If, down the line, a new variant emerges in Tanzania, the danger is that it could spread across the region and invalidate vaccinations that may have taken place if they’re not effective against that variant.
Burundi has also said it doesn’t need Covid-19 vaccines. The country’s Health Minister, Thaddee Ndikumana, told reporters that prevention is more important, and “since more than 95% of patients are recovering, we estimate that the vaccines are not yet necessary.”
The minister spoke while announcing new measures against the pandemic. The country closed its land and water borders last month. It now has well over 1,600 confirmed coronavirus cases.
Governments in other East African states are meeting resistance from conservative groups that have threatened to disrupt the vaccination exercises.
For instance, members of the Kenya Catholic Doctors Association (KCDA) have voiced their scepticism about the rollout of Covid-19 vaccines in the country, saying they believe vaccination against the coronavirus to be “unnecessary”.
Health workers who are part of the KCDA are encouraging faith-based organisations to halt vaccine campaigns, as they claim the only reasonable defence against Covid-19 is observing safety precautions such as wearing masks and quarantining patients for 10-14 days.
But the Catholic Church of Kenya has dismissed the KCDA’s call to halt distribution of the vaccine and inoculation efforts, citing Pope Francis’ approval of the vaccine as evidence of its safety.
In the DR Congo, a group of people through their umbrella organisation in South Kivu province have warned government against attempts of carrying out vaccination against covid-19 in their area.
The citizen movement Réveil des indignés has warned non-governmental organizations and the authorities against any manipulation of cases of covid-19 in the provinces.
”Le Réveil des indignés has already announced that it will thwart any form of suspected vaccination campaign against Covid-19 in South Kivu, and warns NGOs and authorities against any manipulation of Covid-19 cases in the provinces.

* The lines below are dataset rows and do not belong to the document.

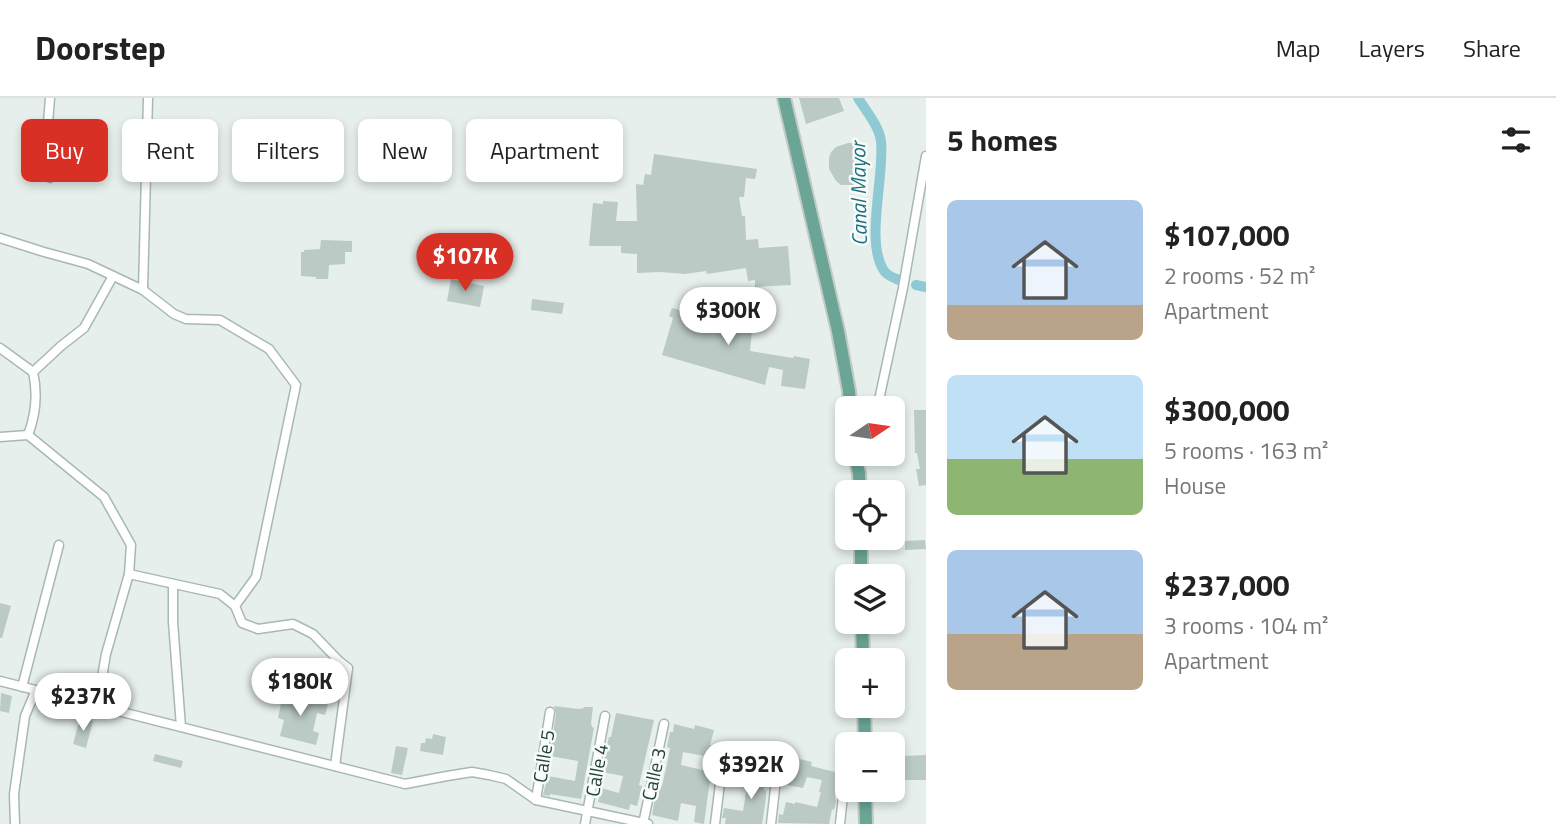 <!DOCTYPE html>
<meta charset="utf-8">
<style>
:root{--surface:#fff;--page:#f2f2f2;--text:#222;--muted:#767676;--line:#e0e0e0;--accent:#d93025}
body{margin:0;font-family:"Titillium Web",sans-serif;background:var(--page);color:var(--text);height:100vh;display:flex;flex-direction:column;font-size:26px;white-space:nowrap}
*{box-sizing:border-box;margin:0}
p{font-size:23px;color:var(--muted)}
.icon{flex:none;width:38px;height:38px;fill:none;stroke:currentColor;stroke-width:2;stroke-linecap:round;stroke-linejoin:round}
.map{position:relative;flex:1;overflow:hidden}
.sheet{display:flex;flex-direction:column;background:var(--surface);width:630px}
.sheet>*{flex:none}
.top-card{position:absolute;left:21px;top:21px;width:665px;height:63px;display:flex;gap:14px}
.needle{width:46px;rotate:77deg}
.controls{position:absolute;left:835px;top:298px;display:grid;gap:14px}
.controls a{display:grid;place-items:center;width:70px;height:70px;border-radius:10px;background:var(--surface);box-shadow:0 4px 10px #0003;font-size:35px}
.price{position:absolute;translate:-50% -60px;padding:0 16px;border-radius:24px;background:#fff;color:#222;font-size:23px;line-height:46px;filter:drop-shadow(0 2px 4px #0008)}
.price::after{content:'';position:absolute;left:50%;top:42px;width:21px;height:16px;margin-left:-10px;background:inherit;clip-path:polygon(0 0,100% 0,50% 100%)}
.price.on{background:var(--accent);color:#fff}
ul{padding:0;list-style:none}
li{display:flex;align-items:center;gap:21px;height:175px;padding:0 21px}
li span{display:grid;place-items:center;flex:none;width:196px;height:140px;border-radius:10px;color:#555}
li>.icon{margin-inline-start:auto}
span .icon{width:84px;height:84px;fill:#fffc;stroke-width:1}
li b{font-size:30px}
h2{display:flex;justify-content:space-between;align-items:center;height:84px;padding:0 21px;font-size:30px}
.pill{padding:0 24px;border-radius:10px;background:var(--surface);box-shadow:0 4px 10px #0003;font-size:24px;line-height:63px}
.pill.on{background:var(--accent);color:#fff}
header{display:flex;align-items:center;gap:42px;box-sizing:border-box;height:98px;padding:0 35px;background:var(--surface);border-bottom:2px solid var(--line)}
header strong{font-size:33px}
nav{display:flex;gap:38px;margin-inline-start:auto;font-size:24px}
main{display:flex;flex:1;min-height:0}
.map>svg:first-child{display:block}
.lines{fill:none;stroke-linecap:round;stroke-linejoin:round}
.canal{stroke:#8ec9d4;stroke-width:10}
.building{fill:#bbcac4}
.minor-casing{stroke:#a8b8b2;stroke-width:11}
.primary-casing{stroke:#c2cac8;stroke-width:16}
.minor{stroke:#fff;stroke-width:8}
.primary{stroke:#6aa596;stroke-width:12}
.labels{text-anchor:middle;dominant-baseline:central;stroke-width:5;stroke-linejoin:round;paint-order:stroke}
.street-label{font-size:19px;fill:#24423a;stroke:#f7fbf9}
.water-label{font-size:21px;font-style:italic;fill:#1c6f80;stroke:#f7fbf9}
</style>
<header>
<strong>Doorstep</strong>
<nav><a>Map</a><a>Layers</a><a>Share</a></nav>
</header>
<main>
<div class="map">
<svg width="926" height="726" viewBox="0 0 926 726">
<rect width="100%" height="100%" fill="#e6efeb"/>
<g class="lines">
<g class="canal">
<path d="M858,0c8,13 21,28 23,43 4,34 -17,104 4,131 4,5 12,7 19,10"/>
<polyline points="916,187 926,189"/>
</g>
</g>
<g class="building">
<polygon points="799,0 839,0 844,13 806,26"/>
<polygon points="848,45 854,45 857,52 860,53 859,87 841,87 836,83 829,71 829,60 831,54 836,49"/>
<polygon points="654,56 757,71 755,81 746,80 744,99 739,99 742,118 745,118 746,142 758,141 759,150 788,148 791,187 755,189 755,182 748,183 746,170 707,176 706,173 685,176 660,174 637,175 637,156 621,155 621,148 589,148 593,105 603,106 603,103 618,104 616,123 637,123 636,86 643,87 645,76 651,77"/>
<polygon points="321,142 352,143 352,154 345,154 345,166 329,167 328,181 316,181 316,179 301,178 301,154 304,154 304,152 320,151"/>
<polygon points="451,181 484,188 480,209 447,203"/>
<polygon points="532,201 564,205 562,216 531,212"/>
<polygon points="708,209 741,212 741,210 752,210 750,232 752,232 750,253 793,260 794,258 810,261 805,291 781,288 783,272 769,269 765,287 662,257 673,220 669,218 672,210 708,220"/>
<polygon points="914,312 926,312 926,387 919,388 916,371 920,371 917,355 915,355"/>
<polygon points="925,442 926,451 905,452 905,443"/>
<polygon points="0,505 11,508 2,540 0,540"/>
<polygon points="280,594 328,606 325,617 317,615 313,633 319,635 316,647 280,638 284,622 278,620 281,606 278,606"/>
<polygon points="1,595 12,598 9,615 0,613"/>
<polygon points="554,608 579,611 584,610 584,609 593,609 591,625 592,629 594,630 581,701 550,696 550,698 543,697 548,678 575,683 578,663 550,658 556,615"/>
<polygon points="616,615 654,622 639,687 642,688 637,708 630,706 629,712 598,704 601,690 619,695 623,678 602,674 606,651 609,639 611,639"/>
<polygon points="84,621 93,623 86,650 73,646 79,624 83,625"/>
<polygon points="674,626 694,631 695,627 714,632 710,647 713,648 711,659 683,654 681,667 711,674 704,726 694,724 696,708 681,705 678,723 652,717 655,700 657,701 659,691 660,692 662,688 667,666 670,650 667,649 670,634 673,634"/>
<polygon points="433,636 446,639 443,657 420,653 421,645 425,645 426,640 432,641"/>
<polygon points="396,648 408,650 402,677 391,675"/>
<polygon points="904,653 904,658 926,657 926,682 903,682 903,684 893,685 892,654"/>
<polygon points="155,656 183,663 181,670 153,663"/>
<polygon points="787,658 812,664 811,668 839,675 839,678 841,679 835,700 836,703 834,712 832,711 829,726 778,725 779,716 783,717 786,704 795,706 795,704 817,709 821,694 819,694 822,682 807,679 803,690 787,687 790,674 783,672"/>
<polygon points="750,670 768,673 764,692 766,693 766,700 762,726 725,726 726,720 722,720 724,710 743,713"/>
</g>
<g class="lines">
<g class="minor-casing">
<g id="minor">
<polyline points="50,80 46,49 50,0"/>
<polyline points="0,140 44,154 88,166 143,192 174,216 186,221 220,222 269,251 296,287 256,479 235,508 242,525 258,531 293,526 313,536 339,563 348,570 335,668"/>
<polyline points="143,192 148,0"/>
<path d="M0,250l33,24c5,22 3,42 -5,63"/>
<polyline points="33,274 61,248 84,230 113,178"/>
<polyline points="873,310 879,302 903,190 926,58"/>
<polyline points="0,339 28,337 104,399 131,447 129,476 106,556 97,608"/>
<polyline points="129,476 220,496 235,508"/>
<polyline points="173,486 173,524 181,629"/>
<polyline points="0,583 405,686 447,678 472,674 489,677 506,681 536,702 648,726"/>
<polyline points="22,589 59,447"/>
<polyline points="536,702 550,614"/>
<polyline points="15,726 14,696 25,618 36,592"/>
<polyline points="585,726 605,618"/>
<polyline points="643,726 664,626"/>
<polyline points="715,726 724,653"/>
<polyline points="771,726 777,673"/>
<polyline points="840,726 843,698 849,691"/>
</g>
</g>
<g class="primary-casing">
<g id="primary">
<polyline points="784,0 838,233 849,293 850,310"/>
<polyline points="854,355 859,375 860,394"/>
<polyline points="861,439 861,478"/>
<polyline points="862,523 863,562"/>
<polyline points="864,607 865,646"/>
<polyline points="865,691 866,726"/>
</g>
</g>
<use href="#minor" class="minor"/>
<use href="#primary" class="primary"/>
</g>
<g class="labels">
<g class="street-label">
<text transform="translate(543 658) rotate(-81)">Calle 5</text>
<text transform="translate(596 672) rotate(-80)">Calle 4</text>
<text transform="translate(653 676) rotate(-78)">Calle 3</text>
</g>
<g class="water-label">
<text transform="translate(858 96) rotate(-91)">Canal Mayor</text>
</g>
</g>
</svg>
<div class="controls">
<a><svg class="needle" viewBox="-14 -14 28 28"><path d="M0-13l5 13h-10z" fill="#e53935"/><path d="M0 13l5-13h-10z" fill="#767676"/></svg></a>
<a><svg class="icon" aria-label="locate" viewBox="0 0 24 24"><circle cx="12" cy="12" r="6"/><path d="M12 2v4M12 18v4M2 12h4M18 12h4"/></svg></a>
<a><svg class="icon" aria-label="layers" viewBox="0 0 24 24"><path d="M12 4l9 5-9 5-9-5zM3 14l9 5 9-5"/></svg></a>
<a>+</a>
<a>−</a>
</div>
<b class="price on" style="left:465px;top:195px">$107K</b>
<b class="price" style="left:728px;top:249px">$300K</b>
<b class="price" style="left:300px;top:620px">$180K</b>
<b class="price" style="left:83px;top:635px">$237K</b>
<b class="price" style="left:751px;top:703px">$392K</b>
<div class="top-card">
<a class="pill on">Buy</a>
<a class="pill">Rent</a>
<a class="pill">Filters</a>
<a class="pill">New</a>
<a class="pill">Apartment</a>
</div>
</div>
<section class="sheet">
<h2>5 homes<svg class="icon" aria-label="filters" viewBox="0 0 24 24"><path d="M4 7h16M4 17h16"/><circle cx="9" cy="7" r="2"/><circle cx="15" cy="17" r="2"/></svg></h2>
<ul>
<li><span style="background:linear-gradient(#a9c7e8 75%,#b9a48a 0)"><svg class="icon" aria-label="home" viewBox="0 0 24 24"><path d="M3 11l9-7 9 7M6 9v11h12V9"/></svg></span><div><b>$107,000</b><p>2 rooms · 52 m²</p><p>Apartment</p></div></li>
<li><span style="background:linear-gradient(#bfe0f5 60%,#8fb573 0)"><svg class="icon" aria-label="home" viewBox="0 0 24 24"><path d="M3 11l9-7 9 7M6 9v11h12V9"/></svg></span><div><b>$300,000</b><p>5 rooms · 163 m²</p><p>House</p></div></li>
<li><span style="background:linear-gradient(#a9c7e8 60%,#b9a48a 0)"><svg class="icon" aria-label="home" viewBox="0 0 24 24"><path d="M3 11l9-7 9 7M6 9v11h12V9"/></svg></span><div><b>$237,000</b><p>3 rooms · 104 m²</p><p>Apartment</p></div></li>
</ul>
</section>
</main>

Insecurity kills more than covid-19,” the group said in a statement.
The arrival of the vaccines in Africa marks a historic step towards the goal to ensure equitable distribution of Covid-19 vaccines globally, in an unprecedented effort to provide at least 2 billion doses of COVID-19 vaccine by the end of 2021.
Africa expects to receive 90 million doses before the end of April, setting off mass vaccination campaigns beginning this week.
The biggest problem African countries face right now is the lack of vaccines on the global market to vaccinate a significant part of the population. Many rich countries will have vaccinated everyone that needs to be vaccinated by the end of this year. But African countries will only have a widely available vaccine late next year or even in 2023.
Many countries across the continent have paid a much higher cost per dose compared to the West. Kenya, Ghana, Uganda and others have paid $7 per dose, while South Africa paid for $5.25 per dose, nearly $3 more than the West.
Some government officials have explained that they were told the West was receiving discounts for investing in ‘research and development’ of the vaccines, hence they were the priority recipients and they got them at discounted rates.
Covax is a global scheme procuring and distributing Covid-19 inoculations at a subsided rate for poorer countries. It is led by Gavi – the vaccine alliance, the World Health Organisation, the Coalition for Epidemic Preparedness Innovations, among others.
The AstraZeneca-Oxford vaccines were shipped from the Serum Institute of India.